▶ [Saved entries]
_ _ _ _ _
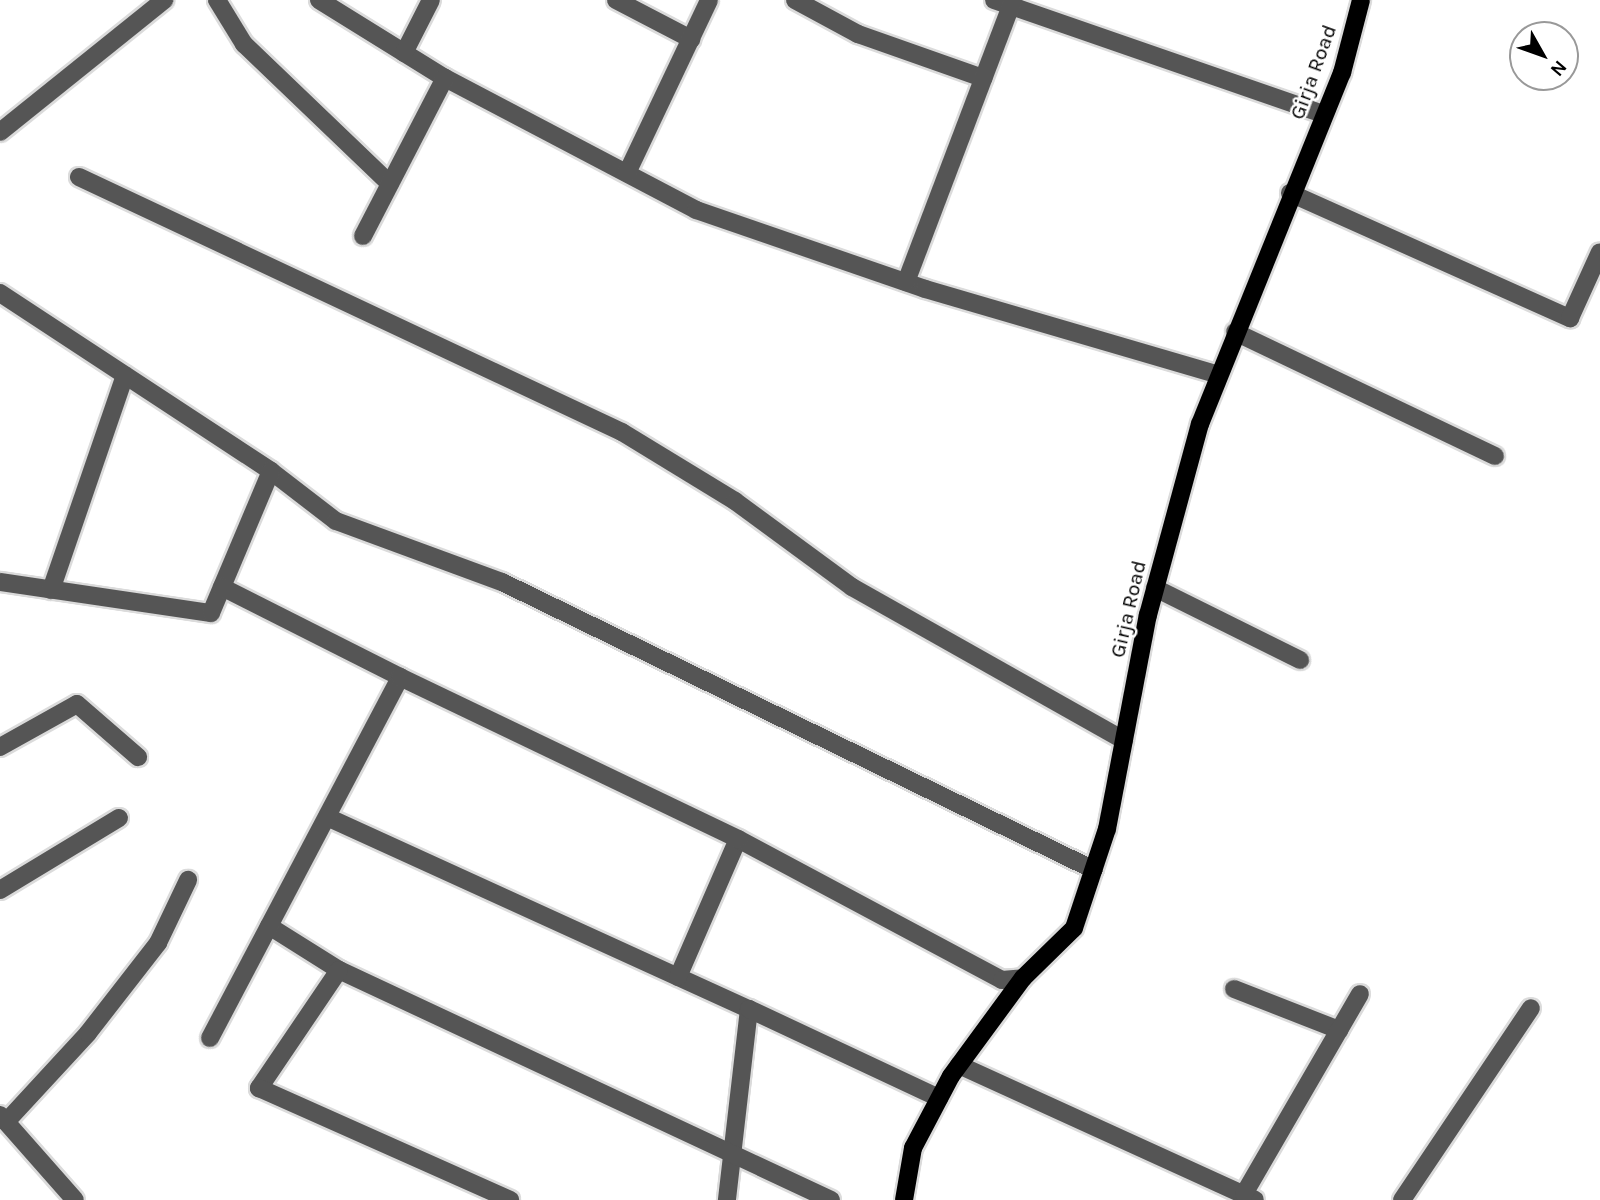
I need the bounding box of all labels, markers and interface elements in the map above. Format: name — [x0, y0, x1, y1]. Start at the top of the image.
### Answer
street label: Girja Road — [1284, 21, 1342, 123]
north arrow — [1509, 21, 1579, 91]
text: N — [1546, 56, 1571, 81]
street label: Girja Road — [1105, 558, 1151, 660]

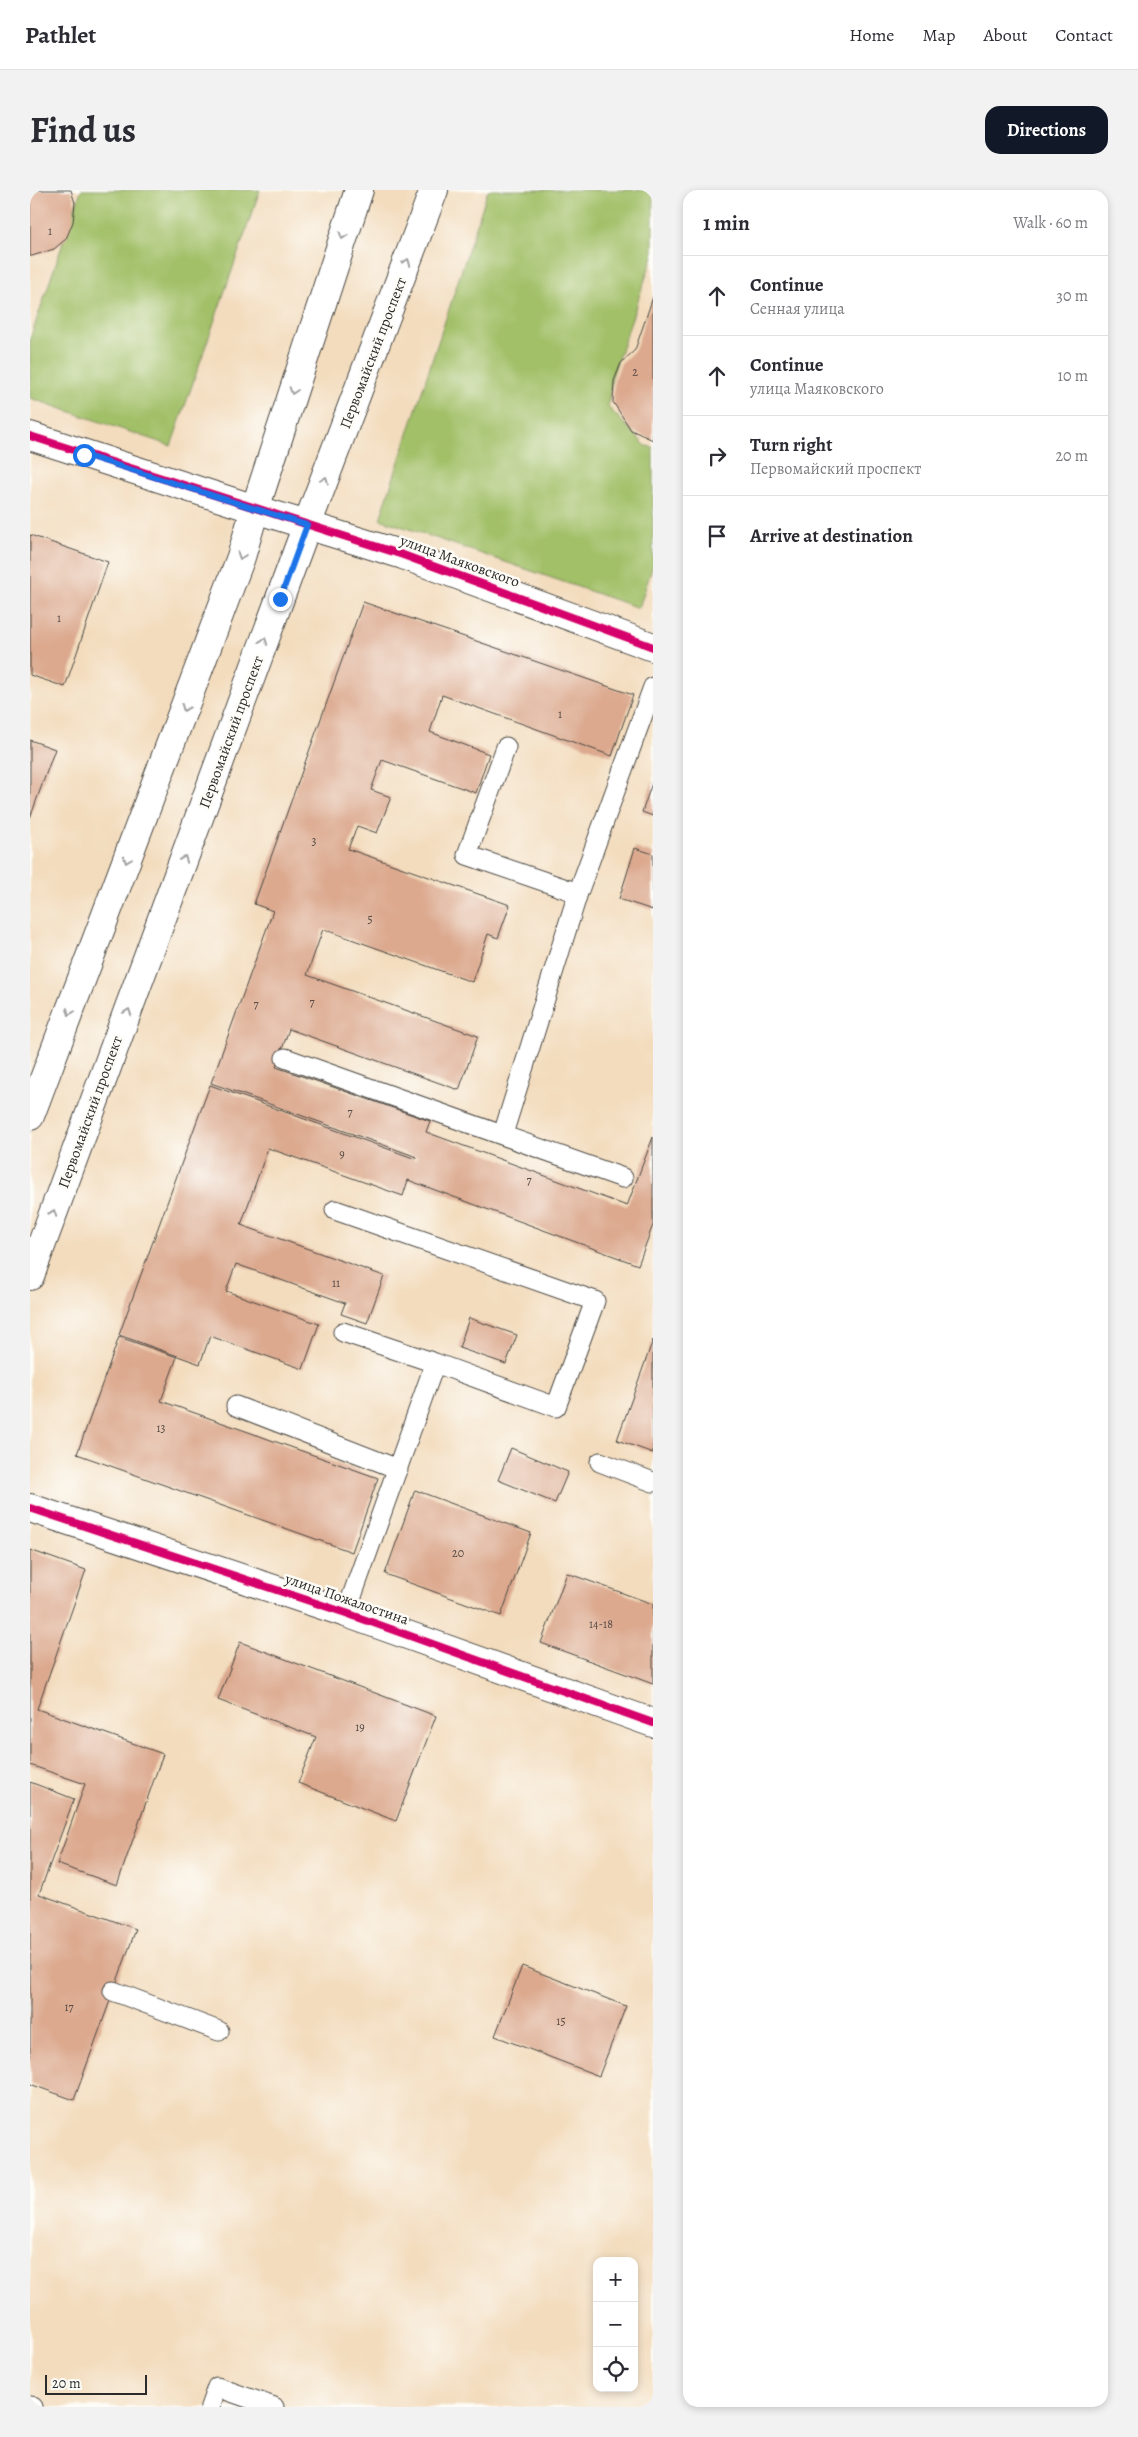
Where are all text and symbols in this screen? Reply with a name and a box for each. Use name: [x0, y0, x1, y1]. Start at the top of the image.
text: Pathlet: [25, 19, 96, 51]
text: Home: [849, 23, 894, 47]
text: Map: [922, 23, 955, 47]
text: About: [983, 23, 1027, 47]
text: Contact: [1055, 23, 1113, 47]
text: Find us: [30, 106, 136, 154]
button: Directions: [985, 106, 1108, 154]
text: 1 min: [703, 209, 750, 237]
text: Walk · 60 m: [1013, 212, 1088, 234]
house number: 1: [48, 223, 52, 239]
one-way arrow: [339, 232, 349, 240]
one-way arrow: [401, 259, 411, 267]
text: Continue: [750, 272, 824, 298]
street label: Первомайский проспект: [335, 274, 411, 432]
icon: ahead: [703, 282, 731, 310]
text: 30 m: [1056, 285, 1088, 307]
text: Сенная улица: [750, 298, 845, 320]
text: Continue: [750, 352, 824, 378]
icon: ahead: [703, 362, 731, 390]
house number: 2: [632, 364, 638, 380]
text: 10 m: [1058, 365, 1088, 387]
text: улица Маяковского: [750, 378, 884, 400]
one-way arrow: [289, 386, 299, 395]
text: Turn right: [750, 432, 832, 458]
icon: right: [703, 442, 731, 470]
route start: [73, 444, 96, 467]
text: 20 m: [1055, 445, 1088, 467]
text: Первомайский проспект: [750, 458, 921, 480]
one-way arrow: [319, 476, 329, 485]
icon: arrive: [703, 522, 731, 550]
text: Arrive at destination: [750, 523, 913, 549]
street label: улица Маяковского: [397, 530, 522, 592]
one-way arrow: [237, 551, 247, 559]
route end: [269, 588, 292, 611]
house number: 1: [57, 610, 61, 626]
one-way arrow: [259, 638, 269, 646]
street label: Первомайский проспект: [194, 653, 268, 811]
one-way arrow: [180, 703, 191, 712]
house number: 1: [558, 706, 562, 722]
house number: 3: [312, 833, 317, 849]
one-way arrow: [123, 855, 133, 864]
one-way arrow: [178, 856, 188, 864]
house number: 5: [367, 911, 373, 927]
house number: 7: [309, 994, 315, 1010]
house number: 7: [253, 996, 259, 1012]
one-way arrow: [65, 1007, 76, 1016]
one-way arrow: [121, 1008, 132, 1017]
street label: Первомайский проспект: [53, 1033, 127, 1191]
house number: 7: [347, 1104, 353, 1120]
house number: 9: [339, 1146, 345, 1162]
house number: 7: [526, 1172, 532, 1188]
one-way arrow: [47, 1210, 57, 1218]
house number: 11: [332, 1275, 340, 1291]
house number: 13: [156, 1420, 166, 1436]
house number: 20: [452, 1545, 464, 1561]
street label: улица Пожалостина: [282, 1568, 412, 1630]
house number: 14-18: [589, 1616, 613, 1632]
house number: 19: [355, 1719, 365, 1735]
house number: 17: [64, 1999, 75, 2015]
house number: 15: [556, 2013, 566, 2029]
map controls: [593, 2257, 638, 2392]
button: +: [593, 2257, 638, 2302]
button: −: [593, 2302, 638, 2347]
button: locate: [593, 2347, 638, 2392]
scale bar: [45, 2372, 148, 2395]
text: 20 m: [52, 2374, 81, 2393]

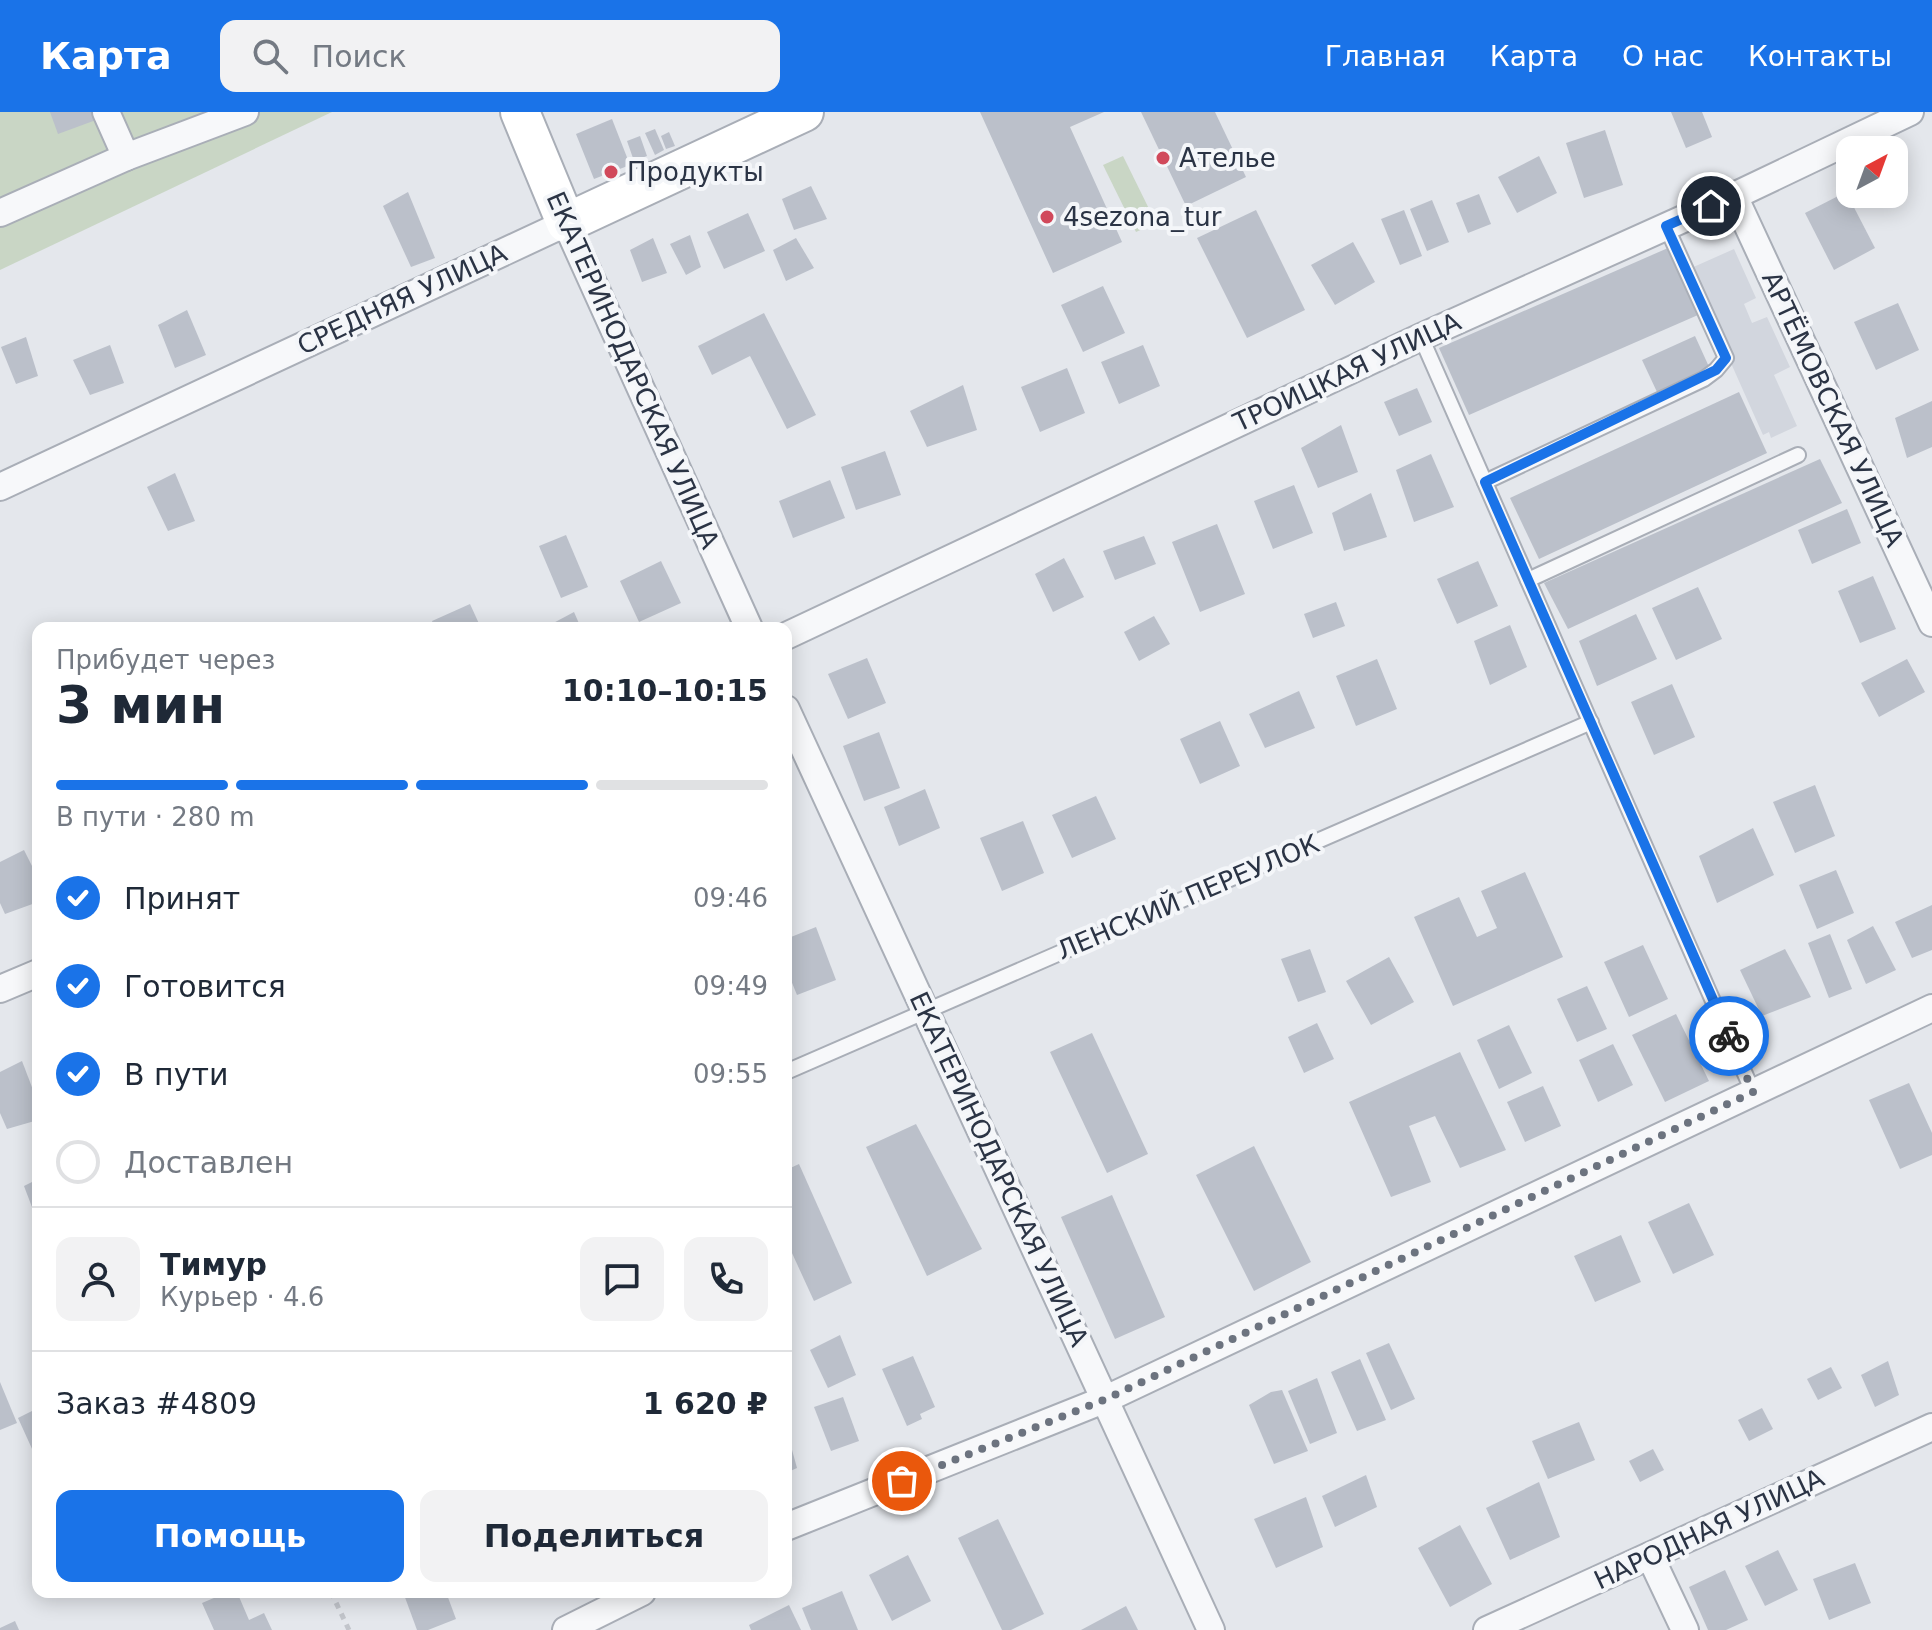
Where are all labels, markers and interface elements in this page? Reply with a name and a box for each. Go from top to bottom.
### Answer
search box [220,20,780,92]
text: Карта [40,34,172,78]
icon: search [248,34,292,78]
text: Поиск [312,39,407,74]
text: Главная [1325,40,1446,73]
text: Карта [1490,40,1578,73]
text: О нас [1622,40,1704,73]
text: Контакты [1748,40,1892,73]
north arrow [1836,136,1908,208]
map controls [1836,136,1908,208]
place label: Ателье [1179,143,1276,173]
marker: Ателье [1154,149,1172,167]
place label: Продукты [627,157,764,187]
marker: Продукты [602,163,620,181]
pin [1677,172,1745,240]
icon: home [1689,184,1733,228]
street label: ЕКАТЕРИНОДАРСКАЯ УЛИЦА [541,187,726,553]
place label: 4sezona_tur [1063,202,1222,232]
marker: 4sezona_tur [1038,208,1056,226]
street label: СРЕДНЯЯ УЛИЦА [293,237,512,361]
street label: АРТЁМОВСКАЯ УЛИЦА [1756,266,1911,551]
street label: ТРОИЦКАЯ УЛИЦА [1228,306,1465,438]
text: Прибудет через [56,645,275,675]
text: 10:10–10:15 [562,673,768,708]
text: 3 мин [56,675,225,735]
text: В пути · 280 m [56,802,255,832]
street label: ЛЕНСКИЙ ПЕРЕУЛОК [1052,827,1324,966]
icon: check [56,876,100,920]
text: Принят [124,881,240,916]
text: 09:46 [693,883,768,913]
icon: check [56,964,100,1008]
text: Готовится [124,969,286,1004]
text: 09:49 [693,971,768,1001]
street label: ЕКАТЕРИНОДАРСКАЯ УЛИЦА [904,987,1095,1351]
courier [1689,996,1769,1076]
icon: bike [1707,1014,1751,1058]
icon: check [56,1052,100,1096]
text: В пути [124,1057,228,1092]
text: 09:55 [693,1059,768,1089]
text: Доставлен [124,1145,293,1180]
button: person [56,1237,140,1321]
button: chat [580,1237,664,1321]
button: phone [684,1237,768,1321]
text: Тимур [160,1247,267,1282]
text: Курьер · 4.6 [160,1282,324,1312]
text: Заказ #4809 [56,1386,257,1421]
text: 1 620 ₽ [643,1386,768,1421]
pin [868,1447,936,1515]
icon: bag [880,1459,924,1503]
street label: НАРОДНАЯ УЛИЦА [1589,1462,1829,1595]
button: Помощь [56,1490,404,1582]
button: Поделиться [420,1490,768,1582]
_ _ _ _ _
▶ [TASK DIRECTIONS] Where a line of the data includes the string "markers", list that line.

▶ [EXERCISE RESPONSE]
I need the bounding box of all labels, markers and interface elements in the map above. Format: name — [x0, y0, x1, y1]. Start at the top of the image.
Where are all labels, markers and interface elements in this page? Reply with a name and a box for each. Go from top to bottom.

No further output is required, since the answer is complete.